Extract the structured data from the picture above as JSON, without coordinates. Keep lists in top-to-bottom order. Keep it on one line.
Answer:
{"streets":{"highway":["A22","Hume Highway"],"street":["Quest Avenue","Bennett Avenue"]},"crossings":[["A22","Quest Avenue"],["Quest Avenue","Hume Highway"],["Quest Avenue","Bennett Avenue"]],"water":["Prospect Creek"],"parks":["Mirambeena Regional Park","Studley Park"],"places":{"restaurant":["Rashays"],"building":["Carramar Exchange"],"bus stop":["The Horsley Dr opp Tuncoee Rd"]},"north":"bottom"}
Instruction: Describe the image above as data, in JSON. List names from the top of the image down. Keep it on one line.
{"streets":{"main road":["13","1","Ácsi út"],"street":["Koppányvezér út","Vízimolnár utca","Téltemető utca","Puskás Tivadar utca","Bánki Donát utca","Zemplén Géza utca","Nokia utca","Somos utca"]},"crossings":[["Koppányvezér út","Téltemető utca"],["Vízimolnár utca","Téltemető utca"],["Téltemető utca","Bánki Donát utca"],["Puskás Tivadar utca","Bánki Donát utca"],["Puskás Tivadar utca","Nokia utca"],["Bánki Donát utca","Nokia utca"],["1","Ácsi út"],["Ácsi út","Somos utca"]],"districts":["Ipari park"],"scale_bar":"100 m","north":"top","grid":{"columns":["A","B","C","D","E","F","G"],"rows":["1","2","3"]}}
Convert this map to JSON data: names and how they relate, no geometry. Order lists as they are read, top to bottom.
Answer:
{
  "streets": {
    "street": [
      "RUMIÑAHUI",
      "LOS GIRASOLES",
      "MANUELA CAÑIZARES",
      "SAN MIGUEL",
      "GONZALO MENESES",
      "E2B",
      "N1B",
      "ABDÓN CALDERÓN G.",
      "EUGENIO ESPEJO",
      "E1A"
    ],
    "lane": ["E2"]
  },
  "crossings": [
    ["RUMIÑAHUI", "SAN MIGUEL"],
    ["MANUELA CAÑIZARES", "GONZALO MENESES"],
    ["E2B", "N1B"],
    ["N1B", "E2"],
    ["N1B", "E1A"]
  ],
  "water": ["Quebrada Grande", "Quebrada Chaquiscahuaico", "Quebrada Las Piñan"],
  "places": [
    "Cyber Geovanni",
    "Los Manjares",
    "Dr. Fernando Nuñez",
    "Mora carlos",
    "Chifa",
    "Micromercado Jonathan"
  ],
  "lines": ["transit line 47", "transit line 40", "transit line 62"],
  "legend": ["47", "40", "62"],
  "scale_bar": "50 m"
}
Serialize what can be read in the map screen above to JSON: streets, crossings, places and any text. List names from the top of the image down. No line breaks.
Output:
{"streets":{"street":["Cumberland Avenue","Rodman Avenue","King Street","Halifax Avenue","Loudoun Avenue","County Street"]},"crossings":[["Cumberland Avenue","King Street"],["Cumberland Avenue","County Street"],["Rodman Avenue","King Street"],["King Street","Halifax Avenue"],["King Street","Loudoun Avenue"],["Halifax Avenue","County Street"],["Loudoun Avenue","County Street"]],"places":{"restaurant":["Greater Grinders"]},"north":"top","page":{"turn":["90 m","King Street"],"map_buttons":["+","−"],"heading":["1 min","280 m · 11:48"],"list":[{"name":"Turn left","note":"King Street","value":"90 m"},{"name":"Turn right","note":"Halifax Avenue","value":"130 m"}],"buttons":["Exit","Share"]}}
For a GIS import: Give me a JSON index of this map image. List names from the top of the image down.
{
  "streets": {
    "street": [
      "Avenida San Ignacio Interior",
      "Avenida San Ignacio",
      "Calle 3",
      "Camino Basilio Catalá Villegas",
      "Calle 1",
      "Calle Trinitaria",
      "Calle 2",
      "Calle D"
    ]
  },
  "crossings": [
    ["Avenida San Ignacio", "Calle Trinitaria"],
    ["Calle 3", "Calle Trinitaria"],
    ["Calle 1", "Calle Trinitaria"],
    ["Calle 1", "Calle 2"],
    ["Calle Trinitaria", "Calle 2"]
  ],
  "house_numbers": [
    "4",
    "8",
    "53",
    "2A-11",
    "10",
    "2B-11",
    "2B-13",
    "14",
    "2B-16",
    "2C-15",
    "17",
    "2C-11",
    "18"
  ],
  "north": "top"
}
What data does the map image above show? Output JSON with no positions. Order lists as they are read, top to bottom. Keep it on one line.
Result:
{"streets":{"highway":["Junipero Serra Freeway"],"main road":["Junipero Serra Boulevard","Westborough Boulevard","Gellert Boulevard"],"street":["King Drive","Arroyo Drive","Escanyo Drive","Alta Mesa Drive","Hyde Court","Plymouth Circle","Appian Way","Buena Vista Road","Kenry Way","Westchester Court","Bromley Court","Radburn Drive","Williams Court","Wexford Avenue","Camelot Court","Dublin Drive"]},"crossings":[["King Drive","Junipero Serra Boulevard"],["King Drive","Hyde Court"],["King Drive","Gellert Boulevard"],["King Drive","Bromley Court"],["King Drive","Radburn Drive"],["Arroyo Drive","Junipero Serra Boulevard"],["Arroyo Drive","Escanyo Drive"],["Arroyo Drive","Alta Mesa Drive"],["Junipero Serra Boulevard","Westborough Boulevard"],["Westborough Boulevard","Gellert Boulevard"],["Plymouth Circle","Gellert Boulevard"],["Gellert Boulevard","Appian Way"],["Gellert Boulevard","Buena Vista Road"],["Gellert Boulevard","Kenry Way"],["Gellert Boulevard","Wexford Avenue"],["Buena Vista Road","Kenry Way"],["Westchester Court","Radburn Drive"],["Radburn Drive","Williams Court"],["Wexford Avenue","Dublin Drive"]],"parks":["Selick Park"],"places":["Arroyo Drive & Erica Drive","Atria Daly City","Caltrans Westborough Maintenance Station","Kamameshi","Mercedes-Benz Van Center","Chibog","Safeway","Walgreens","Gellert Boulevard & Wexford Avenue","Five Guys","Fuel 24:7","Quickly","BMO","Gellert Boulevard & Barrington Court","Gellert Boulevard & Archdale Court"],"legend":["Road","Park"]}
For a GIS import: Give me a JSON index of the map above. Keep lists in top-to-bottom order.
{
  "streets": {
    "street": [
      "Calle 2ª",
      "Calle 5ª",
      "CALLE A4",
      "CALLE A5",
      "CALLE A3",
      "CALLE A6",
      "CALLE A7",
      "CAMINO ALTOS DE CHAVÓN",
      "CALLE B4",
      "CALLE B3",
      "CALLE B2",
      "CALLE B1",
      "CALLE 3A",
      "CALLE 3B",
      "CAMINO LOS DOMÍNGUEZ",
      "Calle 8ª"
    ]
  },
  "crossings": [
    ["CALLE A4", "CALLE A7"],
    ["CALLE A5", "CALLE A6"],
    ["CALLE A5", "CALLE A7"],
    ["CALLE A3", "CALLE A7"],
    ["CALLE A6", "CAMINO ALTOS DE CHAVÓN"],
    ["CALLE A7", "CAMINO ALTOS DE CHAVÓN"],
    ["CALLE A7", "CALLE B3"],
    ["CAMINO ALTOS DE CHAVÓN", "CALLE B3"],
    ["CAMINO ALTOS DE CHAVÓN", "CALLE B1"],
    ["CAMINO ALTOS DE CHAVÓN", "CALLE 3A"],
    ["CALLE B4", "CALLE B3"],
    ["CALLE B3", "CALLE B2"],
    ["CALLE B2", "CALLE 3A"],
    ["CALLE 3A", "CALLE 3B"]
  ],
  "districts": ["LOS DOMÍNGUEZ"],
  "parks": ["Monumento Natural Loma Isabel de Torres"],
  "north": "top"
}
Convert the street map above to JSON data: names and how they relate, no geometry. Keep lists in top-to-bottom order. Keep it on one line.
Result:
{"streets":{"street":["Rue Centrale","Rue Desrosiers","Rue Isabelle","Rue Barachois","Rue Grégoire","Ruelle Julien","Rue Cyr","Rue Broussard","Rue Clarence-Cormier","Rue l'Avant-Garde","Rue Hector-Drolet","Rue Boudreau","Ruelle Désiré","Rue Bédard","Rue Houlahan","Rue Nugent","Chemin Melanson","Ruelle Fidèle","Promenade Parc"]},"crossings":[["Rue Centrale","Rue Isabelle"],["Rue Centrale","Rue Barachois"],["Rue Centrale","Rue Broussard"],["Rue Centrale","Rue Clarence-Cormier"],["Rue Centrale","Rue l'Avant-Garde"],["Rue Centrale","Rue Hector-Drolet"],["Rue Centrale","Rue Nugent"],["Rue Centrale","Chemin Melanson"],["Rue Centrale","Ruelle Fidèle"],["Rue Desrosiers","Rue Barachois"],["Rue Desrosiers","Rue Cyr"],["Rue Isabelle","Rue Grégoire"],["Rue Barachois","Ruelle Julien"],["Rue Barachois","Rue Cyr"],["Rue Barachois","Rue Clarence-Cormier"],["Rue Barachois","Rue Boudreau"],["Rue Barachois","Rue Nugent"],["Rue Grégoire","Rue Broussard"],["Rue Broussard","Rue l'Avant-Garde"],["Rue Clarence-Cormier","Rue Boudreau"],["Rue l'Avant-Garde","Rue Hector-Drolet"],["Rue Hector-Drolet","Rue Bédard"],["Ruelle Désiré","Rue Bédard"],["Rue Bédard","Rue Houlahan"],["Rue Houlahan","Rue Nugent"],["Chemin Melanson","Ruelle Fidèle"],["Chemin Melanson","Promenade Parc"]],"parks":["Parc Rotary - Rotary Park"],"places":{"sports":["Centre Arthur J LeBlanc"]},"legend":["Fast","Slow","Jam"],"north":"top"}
----------------
YOUR GOAL — In the entries above, find the lines containing the word "relate" and say how many there are, with no other words.

TASK SOLUTION — 2